Lake Silvaplana (German: Silvaplanersee; Romansh: Lej da Silvaplauna) is a lake in the Upper-Engadine valley of Grisons, Switzerland. It takes its name from the village of Silvaplana. The lake is also connected to the nearby Lej da Champfèr. Together with its larger neighbour, Lake Sils, it is among the largest lakes of the Grisons. Lake Silvaplana is overlooked by several mountains over 3,000 metres, notably Piz Corvatsch, Piz Julier and Piz Surlej. The lake's drainage basin culminates at Piz Corvatsch (3,451 m) and comprises several glaciers, the largest being the Vadret dal Tremoggia.
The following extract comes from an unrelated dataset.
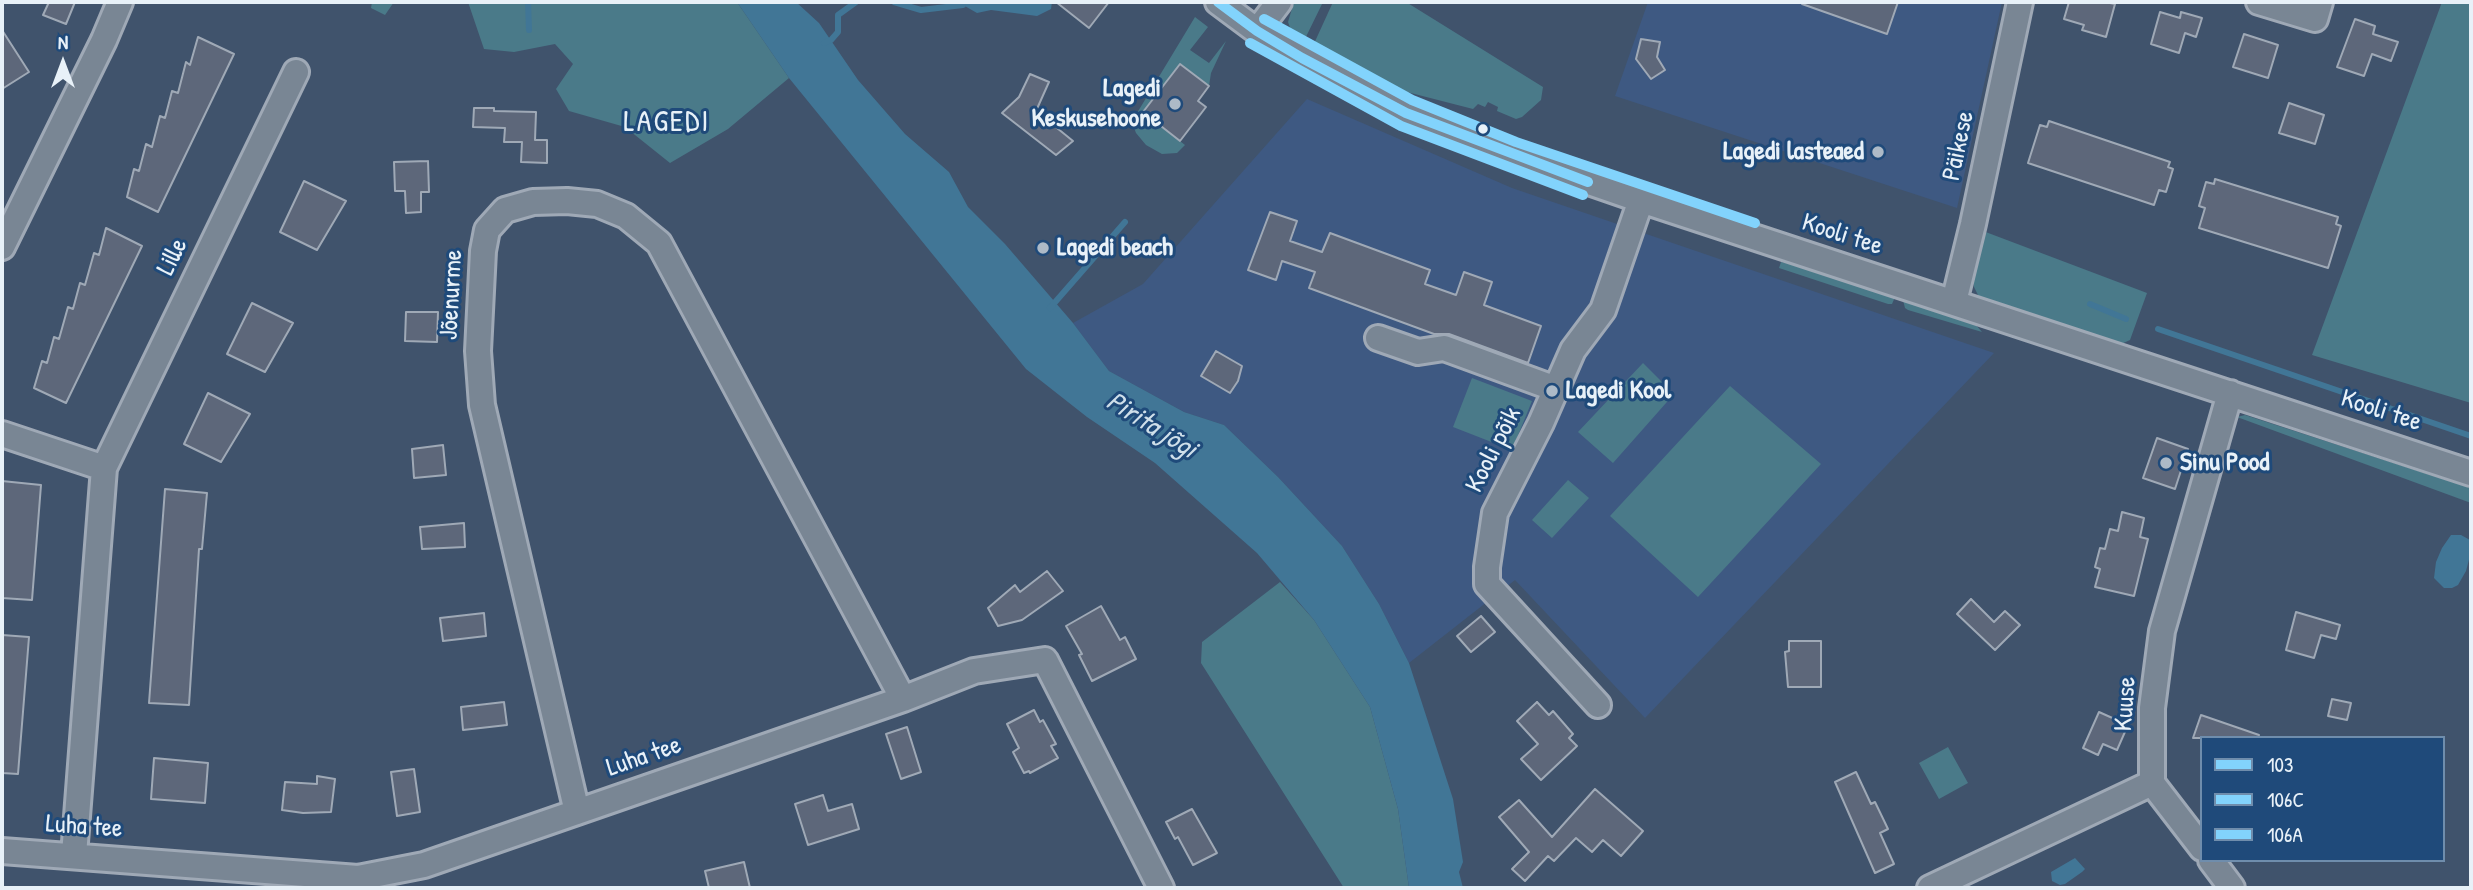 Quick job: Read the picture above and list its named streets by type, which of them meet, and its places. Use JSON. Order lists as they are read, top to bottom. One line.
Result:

A campsite is located on the Northern end of the lake. The lake is also used heavily for sports, such as kitesurfing and windsurfing in the summertime. In the winter, once the lake freezes, it is used for cross country skiing, walking trails, and kitesurfing on snow, with the famous Engadin Skimarathon crossing the lake annually. The rare occasion of black ice also brings ice skaters to the lake.

In Ecce Homo, Friedrich Nietzsche recounts the moment he first conceived his idea of the Eternal Recurrence while walking through the woods beside Lake Silvaplana in August 1881.

View from Silvaplana towards Piz Corvatsch (left) and Piz da la Margna (right)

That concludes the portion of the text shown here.